Survival of salmon requires a unified effort

The Yukon River’s chinook salmon need everybody working together if they are going to survive.

By Mark Page on December 1, 2023

The Yukon River’s chinook salmon need everybody working together if they are going to survive.

“It’s close to extinction phase and we still have a small window to make a difference,” Nicole Tom, the chief of the Little Salmon-Carmacks First Nation, told the Star Thursday afternoon.

Yukon River chinook salmon must migrate as far as 3,000 kilometres, crossing two countries, to reach their spawning grounds. Because of this, management is a joint effort between nations.

But Yukon MP Brendan Hanley says the current U.S.-Canada treaty governing Yukon River salmon management is too narrowly focused and not up to this task.

So, he gathered a group together, including Tom, to go to Washington, D.C. to try to do something about it.

“We cannot manage this through the existing mechanism of the Yukon River (Salmon) Treaty,” Hanley said in a Thursday morning interview with the Star. “And that’s clear.”

After meeting with his Alaskan congressional counterparts, Hanley said a new framework is needed to work on Yukon River salmon recovery.

“We’re asking for something bigger,” he said.

For several years running now, the number of chinook salmon in the Yukon River — and chum salmon, to a lesser extent — has plummeted.

A wide range of problems have been identified in both the river and ocean, from habitat change to over-harvesting to knock-on effects from the commercial pollock fishery in the Bering Sea.

The Yukon’s salmon are managed jointly by the U.S. and Canada through the Yukon River Panel, which was created more than 20 years ago via a treaty.

Each side gets to appoint six members, and the panel then sets targets for how many chinook and chum salmon need to reach the Canadian spawning grounds to maintain a healthy population.

But Hanley said the panel only really exists to set the goal for escapement — how many salmon get through to the Canada — and even on that they can’t always agree.

“Not only has (the panel) not been successful in late in getting to agreement on escapement goals, but it doesn’t speak to the larger issues,” Hanley said.

So, this Washington trip is the start of an effort to create something better.
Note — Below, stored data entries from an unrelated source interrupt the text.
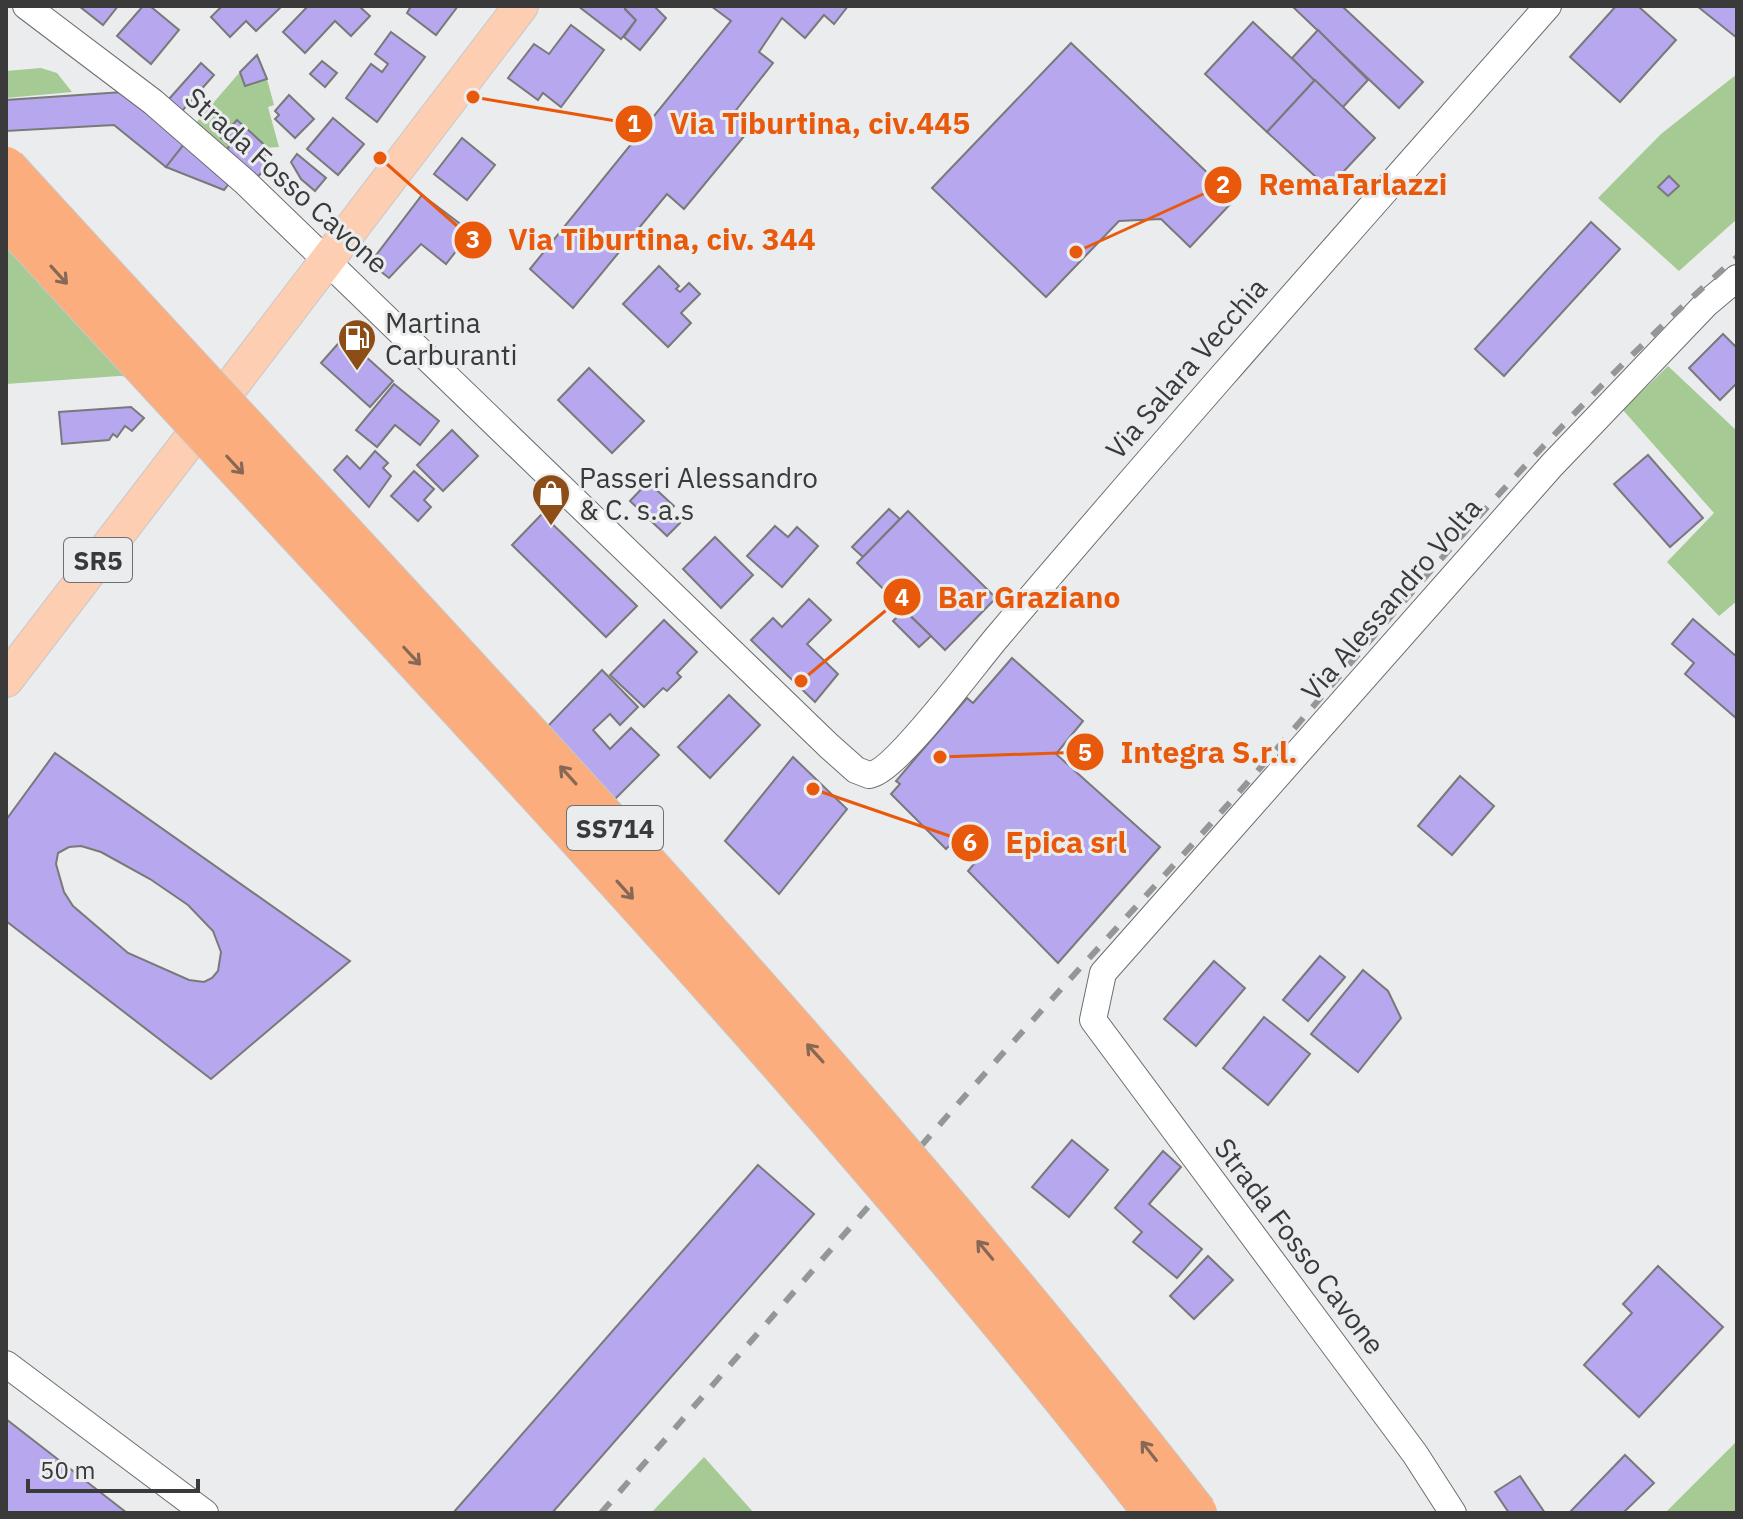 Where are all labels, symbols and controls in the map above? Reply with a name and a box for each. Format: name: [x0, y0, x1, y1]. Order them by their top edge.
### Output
street label: Strada Fosso Cavone: [177, 79, 397, 281]
callout: Via Tiburtina, civ.445: [614, 97, 987, 151]
text: Via Tiburtina, civ.445: [670, 103, 970, 142]
text: 1: [627, 107, 641, 139]
callout: RemaTarlazzi: [1203, 158, 1464, 212]
text: RemaTarlazzi: [1259, 164, 1447, 203]
text: 2: [1216, 168, 1230, 200]
callout: Via Tiburtina, civ. 344: [453, 213, 832, 267]
text: Via Tiburtina, civ. 344: [508, 219, 816, 258]
text: 3: [466, 223, 480, 255]
one-way arrow: [49, 264, 67, 284]
street label: Via Salara Vecchia: [1097, 270, 1275, 466]
place label: Martina Carburanti: [385, 304, 518, 373]
fuel station icon: Martina Carburanti: [336, 317, 378, 372]
one-way arrow: [226, 455, 245, 475]
place label: Passeri Alessandro & C. s.a.s: [579, 459, 818, 528]
shop icon: Passeri Alessandro & C. s.a.s: [530, 472, 572, 527]
street label: Via Alessandro Volta: [1293, 490, 1489, 708]
road number: SR5: [64, 538, 132, 582]
callout: Bar Graziano: [882, 570, 1137, 624]
text: Bar Graziano: [938, 577, 1120, 616]
text: 4: [895, 581, 909, 613]
one-way arrow: [403, 646, 422, 666]
callout: Integra S.r.l.: [1065, 725, 1314, 779]
text: Integra S.r.l.: [1120, 732, 1298, 771]
text: 5: [1078, 736, 1092, 768]
one-way arrow: [559, 765, 578, 786]
road number: SS714: [567, 806, 663, 850]
callout: Epica srl: [950, 816, 1143, 870]
text: Epica srl: [1005, 822, 1127, 861]
text: 6: [963, 826, 977, 858]
one-way arrow: [615, 879, 633, 899]
one-way arrow: [807, 1043, 825, 1063]
street label: Strada Fosso Cavone: [1206, 1130, 1394, 1362]
one-way arrow: [976, 1240, 994, 1260]
one-way arrow: [1140, 1441, 1158, 1462]
scale bar: [28, 1443, 198, 1493]
text: 50 m: [40, 1454, 95, 1486]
“I was looking for ways to elevate the issue, at least as far as my scope of my role can take me” Hanley. “To ignite that the conversation between the U.S. and Canada.”

Hanley went to Washington for meetings between Nov. 14 and 16, and, along with Tom, was accompanied by Yukon Senator Pat Duncan and two members of the non-governmental advisory Yukon Salmon Sub-Committee, Cheyenne Bradley and Dennis Zimmermann.

Zimmermann and Bradley also sit on the Yukon River Panel.

The group met with Alaska Sen. Lisa Murkowski and Alaska congressional Rep. Mary Peltola, as well as congressman Bruce Westerman on Arkansas, who chairs the House Committee on Natural Resources.

They also met with staff members from Delaware Sen. Tom Carper, who chairs the Senate Committee on Environment and Public Works, and representatives from the Sierra Club.

The canary in the coal mine

Though the issues with chinook salmon have been apparent in the Yukon for many years now, it is only recently that the Alaskans began to experience severe drops in numbers.

Beginning in 2022, there was a precipitous drop in the number of chinook salmon being counted entering the mouth of the river at the Bering Sea, with as little as 25 per cent of historical numbers being recorded.

Zimmermann told the Star this is because problems tend to begin in spawning grounds and move downstream from there, comparing those earlier problems to a canary in a coal mine.

“It’s taken 15 years for it to reach the mouth of the river; everyone is in the same boat now,” he said. “You feel the pressure at the headwaters first, and then it trickles down.”

As a result, Murkowski and Peltola are now hearing about it from their constituencies.

“They’ve heard it at the community level,” Zimmermann said.

“Typically, these processes are very management-oriented and technical, and the stories of the sacrifice and the suffering are cutting through all that now.”

Peltola is Indigenous, with a history of work in fisheries. Murkowski is a long-time Alaskan politician.

They were both well-briefed and knowledgeable on the issue of salmon, according to those at the meetings.

“They were very well-informed, very empathetic, very much looking for solutions,” Zimmermann said. “Outside of the box, not the traditional ones we have.”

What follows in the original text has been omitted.